Correlation Between IPG Photonics and Analog Devices
Can any of the company-specific risk be diversified away by investing in both IPG Photonics and Analog Devices at the same time? Although using a correlation coefficient on its own may not help to predict future stock returns, this module helps to understand the diversifiable risk of combining IPG Photonics and Analog Devices into the same portfolio, which is an essential part of the fundamental portfolio management process.
By analyzing existing cross correlation between IPG Photonics and Analog Devices, you can compare the effects of market volatilities on IPG Photonics and Analog Devices and check how they will diversify away market risk if combined in the same portfolio for a given time horizon. You can also utilize pair trading strategies of matching a long position in IPG Photonics with a short position of Analog Devices. Check out your portfolio center. Please also check ongoing floating volatility patterns of IPG Photonics and Analog Devices.
Diversification Opportunities for IPG Photonics and Analog Devices
0.01 | Correlation Coefficient |
Significant diversification
The 3 months correlation between IPG and Analog is 0.01. Overlapping area represents the amount of risk that can be diversified away by holding IPG Photonics and Analog Devices in the same portfolio, assuming nothing else is changed. The correlation between historical prices or returns on Analog Devices and IPG Photonics is a relative statistical measure of the degree to which these equity instruments tend to move together. The correlation coefficient measures the extent to which returns on IPG Photonics are associated (or correlated) with Analog Devices. Values of the correlation coefficient range from -1 to +1, where. The correlation of zero (0) is possible when the price movement of Analog Devices has no effect on the direction of IPG Photonics i.e., IPG Photonics and Analog Devices go up and down completely randomly.

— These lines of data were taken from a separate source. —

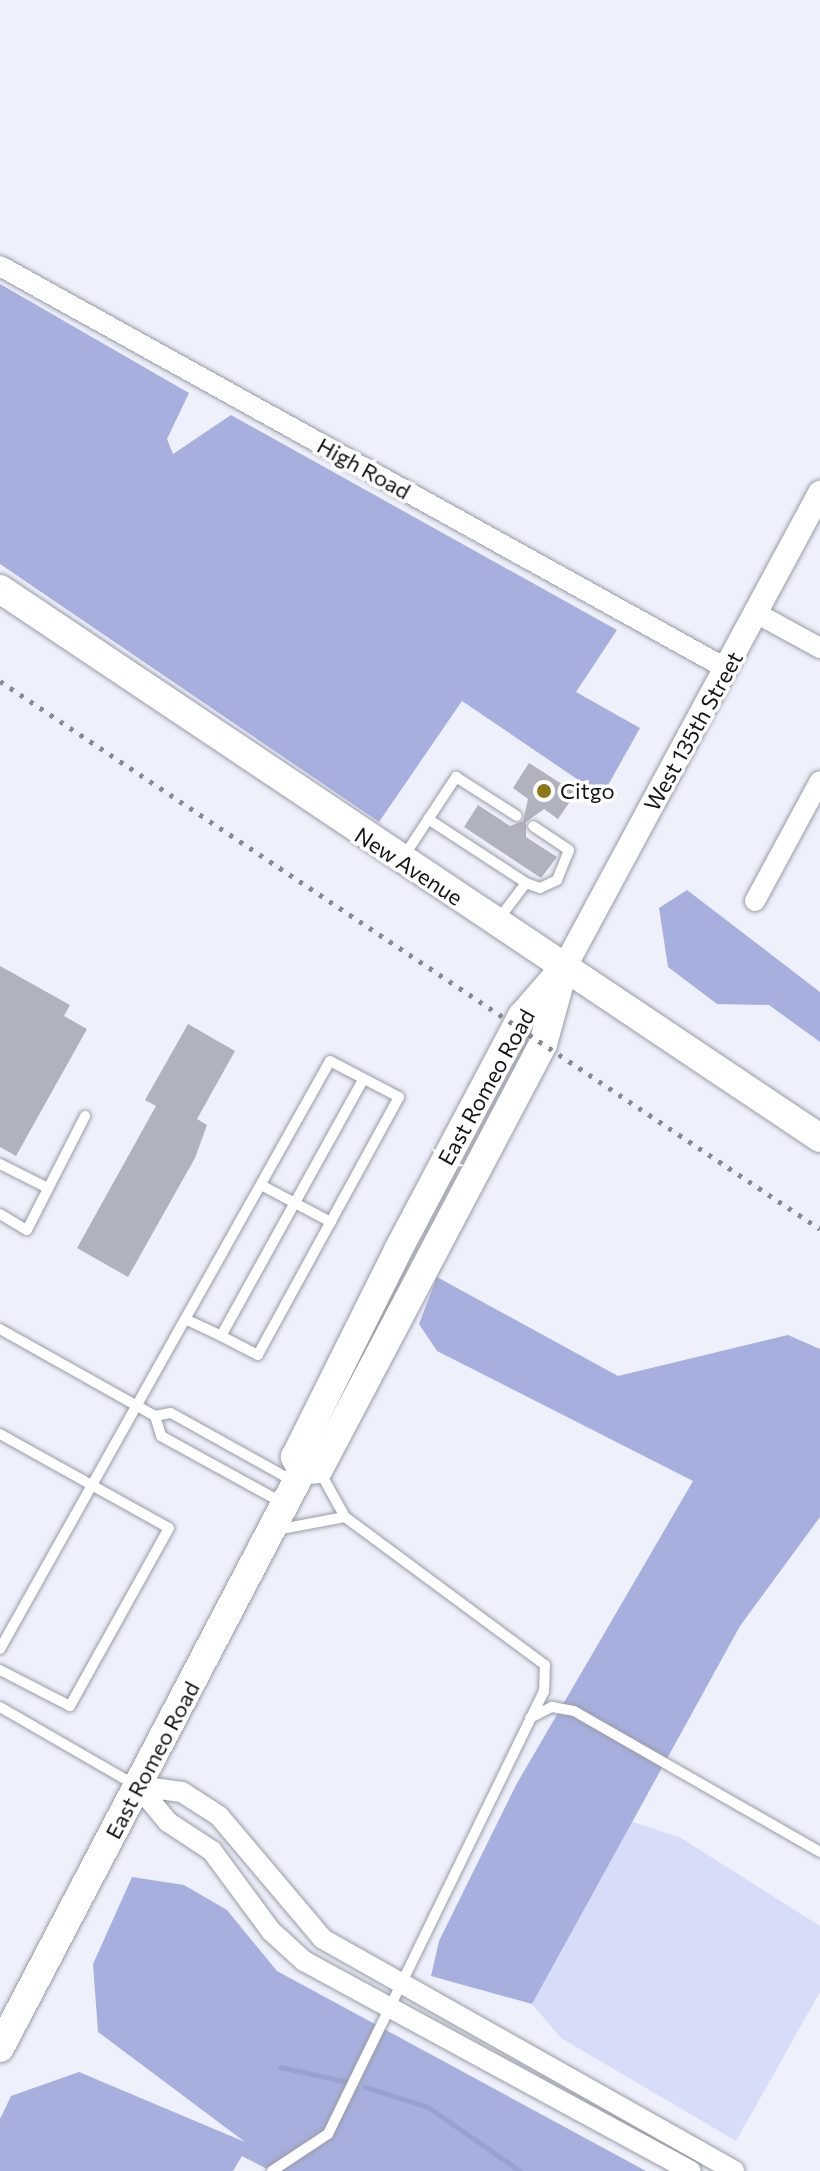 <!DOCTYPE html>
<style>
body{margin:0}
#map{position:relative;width:820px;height:2171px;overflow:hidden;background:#eef1fc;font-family:Commissioner,sans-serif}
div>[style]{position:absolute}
.green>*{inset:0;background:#d7dcf9}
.forest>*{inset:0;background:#a7afde}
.stream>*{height:5px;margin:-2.5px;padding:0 2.5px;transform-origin:2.5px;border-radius:2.5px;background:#99a1cf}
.building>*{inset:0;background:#b0b2bd}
.roads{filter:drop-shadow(0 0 2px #999ba6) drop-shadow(0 0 2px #999ba6)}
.service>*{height:10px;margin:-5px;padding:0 5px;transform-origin:5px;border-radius:5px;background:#fff}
.minor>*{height:20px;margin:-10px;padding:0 10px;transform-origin:10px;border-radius:10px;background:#fff}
.tertiary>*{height:24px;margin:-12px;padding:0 12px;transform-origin:12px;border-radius:12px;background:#fff}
.secondary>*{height:28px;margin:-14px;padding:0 14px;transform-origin:14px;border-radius:14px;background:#fff}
.rail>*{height:5px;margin-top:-2.5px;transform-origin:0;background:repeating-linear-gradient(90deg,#888a91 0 4px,transparent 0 12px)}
.dots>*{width:22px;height:22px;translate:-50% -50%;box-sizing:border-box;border:4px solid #fff;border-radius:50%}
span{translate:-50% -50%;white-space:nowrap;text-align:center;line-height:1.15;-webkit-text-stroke:7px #fff;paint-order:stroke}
.street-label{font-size:22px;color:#141518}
.poi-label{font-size:22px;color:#141518}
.left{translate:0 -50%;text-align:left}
</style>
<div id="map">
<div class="green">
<i style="clip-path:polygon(630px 1821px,681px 1838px,820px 1926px,820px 1992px,736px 2141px,561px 2038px,532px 2004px)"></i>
</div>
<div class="forest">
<i style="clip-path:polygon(0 284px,189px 393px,167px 439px,173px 454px,231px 415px,617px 630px,576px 692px,640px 728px,602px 796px,462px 701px,379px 822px,0 564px)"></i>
<i style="clip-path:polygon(687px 890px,820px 992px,820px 1042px,769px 1005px,717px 1004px,668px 967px,659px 908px)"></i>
<i style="clip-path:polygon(437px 1277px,618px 1376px,788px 1335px,820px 1349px,820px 1517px,740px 1626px,532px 2004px,431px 1976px,439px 1941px,516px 1785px,693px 1481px,437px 1351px,419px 1324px)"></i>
<i style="clip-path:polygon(132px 1877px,184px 1885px,227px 1910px,277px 1971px,646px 2171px,271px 2171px,242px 2156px,233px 2171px,0 2171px,0 2119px,11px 2096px,79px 2072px,245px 2142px,98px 2032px,93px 1964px)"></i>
</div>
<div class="stream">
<i style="left:280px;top:2067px;width:69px;rotate:12.6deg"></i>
<i style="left:365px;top:2087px;width:66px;rotate:17.6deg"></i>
<i style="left:428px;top:2107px;width:112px;rotate:34.8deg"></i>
</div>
<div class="building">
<i style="clip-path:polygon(529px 763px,576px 793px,558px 819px,544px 809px,526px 822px,526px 837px,557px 857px,541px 878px,464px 827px,478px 805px,510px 826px,523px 821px,528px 799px,513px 788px)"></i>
<i style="clip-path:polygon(0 966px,70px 1005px,64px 1016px,87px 1029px,16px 1156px,0 1147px)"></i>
<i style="clip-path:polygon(188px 1024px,235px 1051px,197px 1119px,207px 1125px,195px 1158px,128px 1277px,77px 1248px,156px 1106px,145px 1100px)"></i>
</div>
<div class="roads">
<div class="service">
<i style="left:428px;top:819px;width:117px;rotate:33.1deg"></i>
<i style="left:404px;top:856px;width:95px;rotate:-56.6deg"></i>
<i style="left:456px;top:777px;width:72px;rotate:32.6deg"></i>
<i style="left:498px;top:920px;width:46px;rotate:-52.9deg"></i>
<i style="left:526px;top:883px;width:15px;rotate:20deg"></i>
<i style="left:540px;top:888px;width:19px;rotate:-25deg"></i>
<i style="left:557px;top:880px;width:32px;rotate:-68deg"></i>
<i style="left:569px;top:850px;width:43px;rotate:-146.3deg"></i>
<i style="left:0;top:1164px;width:54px;rotate:26.6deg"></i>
<i style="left:261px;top:1185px;width:79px;rotate:27.9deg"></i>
<i style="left:0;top:1214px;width:31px;rotate:31deg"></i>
<i style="left:27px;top:1230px;width:128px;rotate:-63deg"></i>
<i style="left:185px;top:1319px;width:40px;rotate:25deg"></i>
<i style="left:221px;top:1336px;width:293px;rotate:-61deg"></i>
<i style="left:0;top:1329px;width:178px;rotate:29.3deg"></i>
<i style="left:155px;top:1416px;width:16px;rotate:-11deg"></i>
<i style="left:171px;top:1413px;width:140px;rotate:29.1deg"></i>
<i style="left:155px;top:1416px;width:21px;rotate:73deg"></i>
<i style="left:161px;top:1436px;width:137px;rotate:28.8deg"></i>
<i style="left:0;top:1434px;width:193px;rotate:29.1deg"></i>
<i style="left:169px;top:1528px;width:204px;rotate:119.1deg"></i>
<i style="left:70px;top:1706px;width:79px;rotate:-152.8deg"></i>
<i style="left:276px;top:1530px;width:70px;rotate:-10.7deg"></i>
<i style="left:0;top:1649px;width:674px;rotate:-60.7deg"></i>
<i style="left:330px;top:1061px;width:78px;rotate:27.6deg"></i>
<i style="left:399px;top:1097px;width:294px;rotate:118.7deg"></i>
<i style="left:258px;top:1355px;width:42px;rotate:-152.8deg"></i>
<i style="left:0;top:1707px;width:158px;rotate:30deg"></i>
<i style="left:530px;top:1718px;width:25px;rotate:-27deg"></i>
<i style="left:552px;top:1707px;width:22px;rotate:10deg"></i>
<i style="left:574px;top:1711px;width:284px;rotate:29.8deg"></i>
<i style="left:272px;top:2171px;width:67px;rotate:-33.5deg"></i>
<i style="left:328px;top:2134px;width:492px;rotate:-64deg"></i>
<i style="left:544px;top:1692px;width:27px;rotate:-88deg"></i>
<i style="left:545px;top:1665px;width:249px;rotate:-143.5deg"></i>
<i style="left:345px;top:1517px;width:54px;rotate:-119deg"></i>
</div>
<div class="minor">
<i style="left:0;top:266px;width:831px;rotate:29deg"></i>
<i style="left:756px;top:613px;width:73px;rotate:28.7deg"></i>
<i style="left:755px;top:901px;width:136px;rotate:-61.6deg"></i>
<i style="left:138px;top:1786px;width:44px;rotate:7.8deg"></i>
<i style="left:182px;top:1792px;width:44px;rotate:33deg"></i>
<i style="left:219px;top:1816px;width:161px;rotate:49.8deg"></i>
<i style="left:323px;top:1939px;width:472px;rotate:29.4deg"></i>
<i style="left:138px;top:1786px;width:47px;rotate:50.2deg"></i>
<i style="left:168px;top:1822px;width:53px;rotate:33.4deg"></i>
<i style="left:212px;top:1851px;width:99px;rotate:53.6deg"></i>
<i style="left:271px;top:1931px;width:45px;rotate:42.3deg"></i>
<i style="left:304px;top:1961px;width:440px;rotate:28.5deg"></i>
</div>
<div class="tertiary">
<i style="left:564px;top:968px;width:540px;rotate:-61.68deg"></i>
</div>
<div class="secondary">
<i style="left:0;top:589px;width:987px;rotate:33.8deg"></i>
<i style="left:302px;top:1471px;width:17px;rotate:-7deg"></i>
<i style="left:319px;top:1469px;width:480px;rotate:-62.2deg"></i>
<i style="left:543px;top:1044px;width:79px;rotate:-74.6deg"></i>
<i style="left:302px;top:1471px;width:16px;rotate:-117deg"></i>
<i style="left:295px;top:1457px;width:231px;rotate:-63.5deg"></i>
<i style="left:398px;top:1250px;width:265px;rotate:-62.1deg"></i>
<i style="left:522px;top:1016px;width:60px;rotate:-49.1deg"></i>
<i style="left:0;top:2048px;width:651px;rotate:-62.37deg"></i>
</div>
</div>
<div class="rail">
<i style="left:0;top:681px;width:986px;rotate:33.75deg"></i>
</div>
<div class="dots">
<i style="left:544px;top:791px;background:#8b761a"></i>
</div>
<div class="street-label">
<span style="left:364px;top:468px;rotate:29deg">High Road</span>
<span style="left:693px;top:731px;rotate:-61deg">West 135th Street</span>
<span style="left:409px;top:866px;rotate:33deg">New Avenue</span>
<span style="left:486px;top:1087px;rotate:-61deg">East Romeo Road</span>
<span style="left:152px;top:1760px;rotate:-62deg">East Romeo Road</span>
</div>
<div class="poi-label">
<span class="left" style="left:560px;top:791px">Citgo</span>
</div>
</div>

Pair Corralation between IPG Photonics and Analog Devices
Given the investment horizon of 90 days IPG Photonics is expected to generate 1.57 times more return on investment than Analog Devices. However, IPG Photonics is 1.57 times more volatile than Analog Devices. It trades about 0.1 of its potential returns per unit of risk. Analog Devices is currently generating about 0.08 per unit of risk. If you would invest 7,299 in IPG Photonics on September 18, 2024 and sell it today you would earn a total of 335.00 from holding IPG Photonics or generate 4.59% return on investment over 90 days.
Time Period | 3 Months [change] |
Direction | Moves Together |
Strength | Insignificant |
Accuracy | 100.0% |
Values | Daily Returns |
IPG Photonics vs. Analog Devices
Performance |
Timeline |
IPG Photonics |
Analog Devices |
IPG Photonics and Analog Devices Volatility Contrast
Predicted Return Density |
Returns |
Pair Trading with IPG Photonics and Analog Devices
The main advantage of trading using opposite IPG Photonics and Analog Devices positions is that it hedges away some unsystematic risk. Because of two separate transactions, even if IPG Photonics position performs unexpectedly, Analog Devices can make up some of the losses. Pair trading also minimizes risk from directional movements in the market. For example, if an entire industry or sector drops because of unexpected headlines, the short position in Analog Devices will offset losses from the drop in Analog Devices' long position.IPG Photonics vs. Teradyne | IPG Photonics vs. Ultra Clean Holdings | IPG Photonics vs. Onto Innovation | IPG Photonics vs. Cohu Inc |
Check out your portfolio center.Note that this page's information should be used as a complementary analysis to find the right mix of equity instruments to add to your existing portfolios or create a brand new portfolio. You can also try the Commodity Channel module to use Commodity Channel Index to analyze current equity momentum.